Binnen benchmarking wordt tot op zekere hoogte gebruik gemaakt van theorieën uit de marktwerking om op het gebied van waterbeheer verbeteringen in te voeren. Vanuit het waterbeheer wordt gezamenlijk een soort waterbeheersmarkt opgezet, waarin

geselecteerde instanties zoals waterschappen de deelnemers zijn. Binnen deze markt wordt bij elke benchmark op maat een klimaat gecreëerd van gezamenlijke verbetering. Via een relatief vrijwillige concurrentie om het beste resultaat worden prestatiecijfers vergeleken. Echter, in plaats van de harde tucht der markt, proberen deelnemers gezamenlijk te achterhalen hoe het kan dat verschillend gepresteerd wordt.

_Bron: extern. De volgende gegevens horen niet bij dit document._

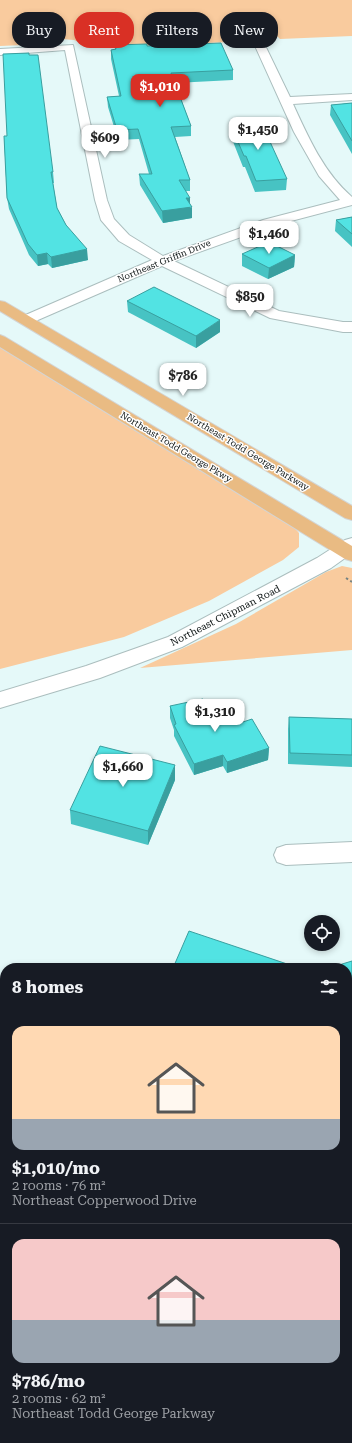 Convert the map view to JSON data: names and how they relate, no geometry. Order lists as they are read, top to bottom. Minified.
{"streets":{"main road":["Northeast Todd George Pkwy","Northeast Todd George Parkway"],"street":["Northeast Griffin Drive","Northeast Chipman Road"]},"crossings":[["Northeast Griffin Drive","Northeast Todd George Parkway"],["Northeast Todd George Pkwy","Northeast Chipman Road"]],"page":{"chip":["Buy","Rent","Filters","New"],"price":["$1,010","$1,450","$609","$1,460","$850","$786","$1,310","$1,660"],"heading":"8 homes","list":[{"name":"$1,010/mo","note":"2 rooms · 76 m² · Northeast Copperwood Drive"},{"name":"$786/mo","note":"2 rooms · 62 m² · Northeast Todd George Parkway"}]}} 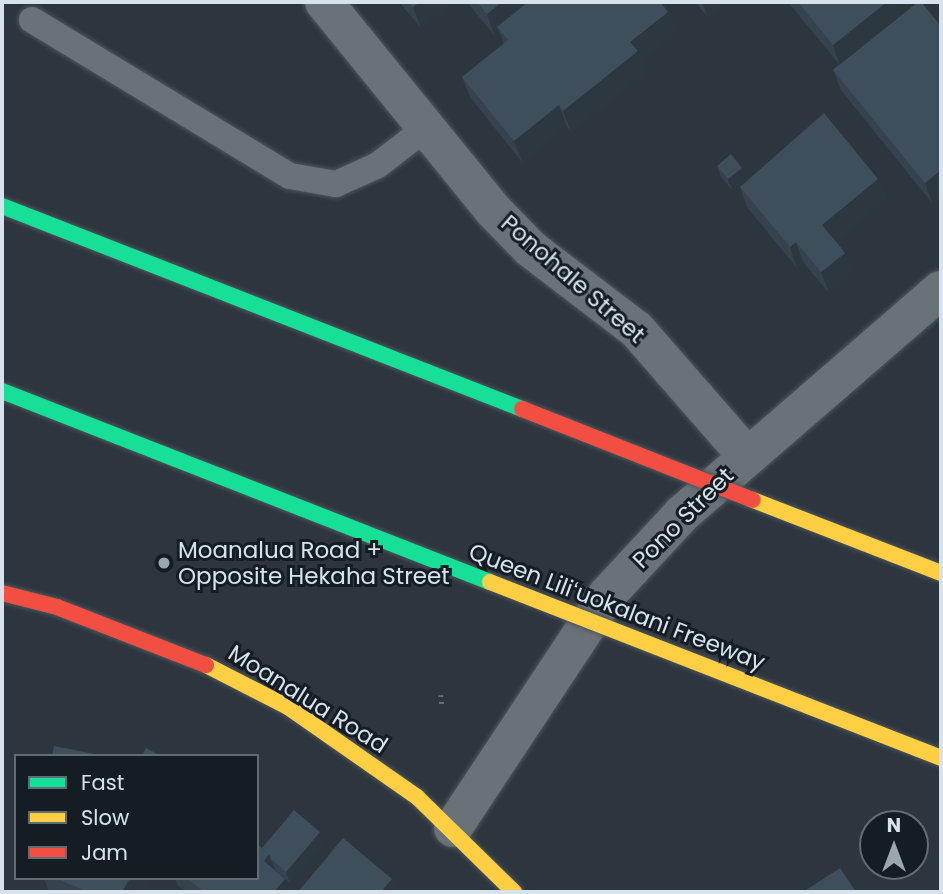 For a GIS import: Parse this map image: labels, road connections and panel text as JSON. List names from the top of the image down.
{
  "streets": {
    "main road": ["Queen Liliʻuokalani Freeway", "Moanalua Road"],
    "street": ["Ponohale Street", "Pono Street"]
  },
  "crossings": [
    ["Ponohale Street", "Pono Street"],
    ["Pono Street", "Moanalua Road"]
  ],
  "places": ["Moanalua Road + Opposite Hekaha Street"],
  "legend": ["Fast", "Slow", "Jam"],
  "north": "top"
} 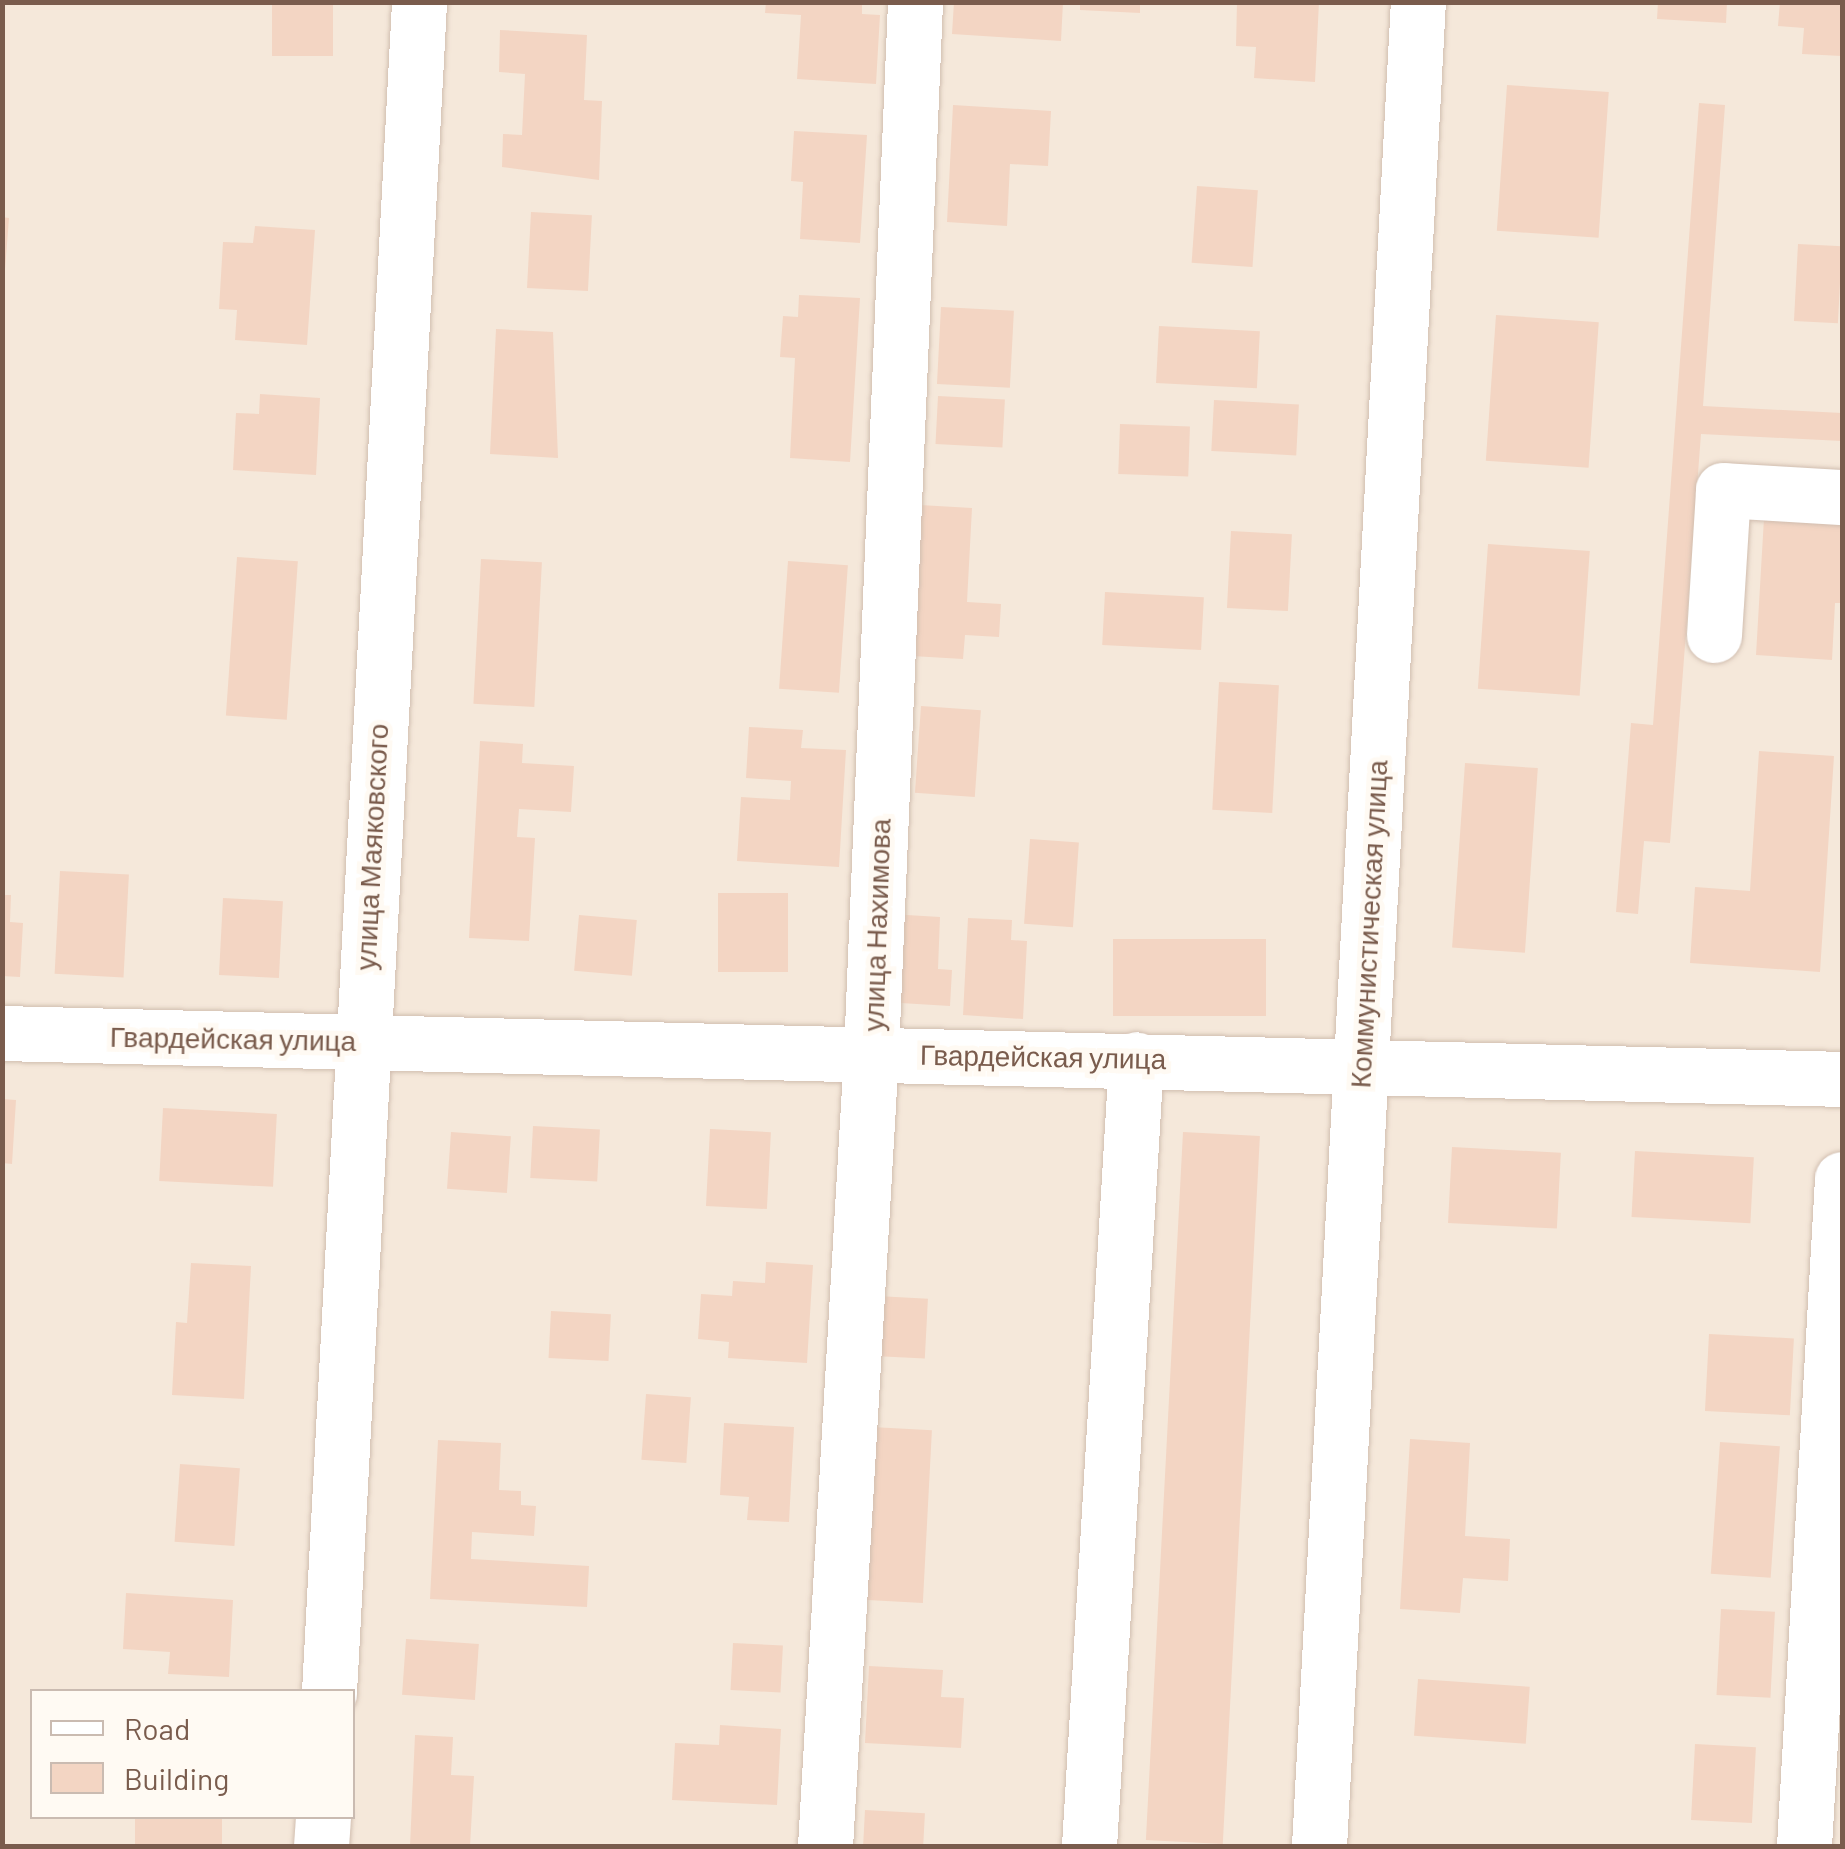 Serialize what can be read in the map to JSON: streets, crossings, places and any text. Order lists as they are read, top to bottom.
{
  "streets": {
    "street": [
      "улица Маяковского",
      "Коммунистическая улица",
      "улица Нахимова",
      "Гвардейская улица"
    ]
  },
  "crossings": [
    ["улица Маяковского", "Гвардейская улица"],
    ["Коммунистическая улица", "Гвардейская улица"],
    ["улица Нахимова", "Гвардейская улица"]
  ],
  "legend": ["Road", "Building"]
}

De

deelnemers met de minste scores mogen bij het verbeteren van hun prestaties gebruik maken van de kennis en innovaties van de andere deelnemers. Dit laatste is weer te vergelijken met een samenwerkingsverband zoals die wel meer tussen bedrijven wordt aangegaan.

Voor het goed functioneren van benchmarking moet aan een aantal criteria worden voldaan, zie hiervoor ook de inzet op de volgende bladzijde. Deze verschillen echter naar gelang welke doelen centraal staan. In het begin van dit hoofdstuk is onderscheid gemaakt in een viertal benchmarksituaties en een vijftal hoofddoelen.

45

Figuur 2.2, Indeling benchmarksituaties op basis van ROB, 2002 Hoofddoelen (MinBZK, 2004):

- van elkaar en met elkaar leren;

- het bieden van transparantie aan de omgeving; - het afleggen van verantwoording aan de omgeving;

- het ondersteunen van extern toezicht (vergelijkend toezicht); - het afrekenen op prestaties (maatstafconcurrentie).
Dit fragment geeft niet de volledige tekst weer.